### INSTRUCTIONS TO FOLLOW
Could you restate all of the records exactly, leaving out the pictures?

### DATASET EXCERPTS
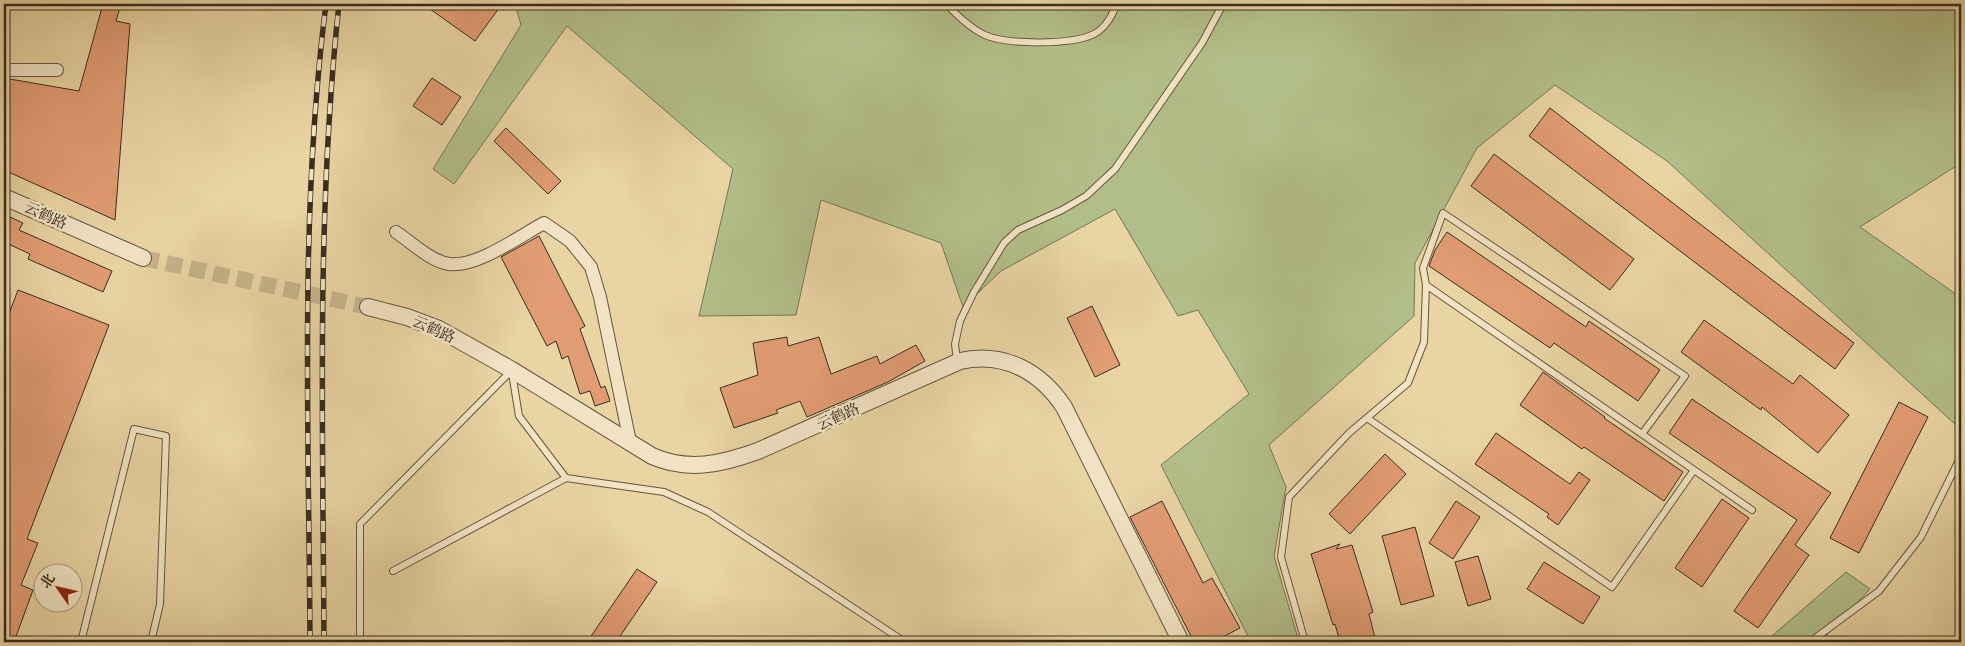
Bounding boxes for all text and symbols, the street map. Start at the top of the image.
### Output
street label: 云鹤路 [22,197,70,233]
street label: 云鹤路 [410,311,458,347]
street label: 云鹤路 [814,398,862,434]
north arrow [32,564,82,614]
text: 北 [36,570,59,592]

### EXERCISE RESPONSE
Bounding boxes for all text and symbols, the street map. Start at the top of the image.
### Output
street label: 云鹤路 [22,197,70,233]
street label: 云鹤路 [410,311,458,347]
street label: 云鹤路 [814,398,862,434]
north arrow [32,564,82,614]
text: 北 [36,570,59,592]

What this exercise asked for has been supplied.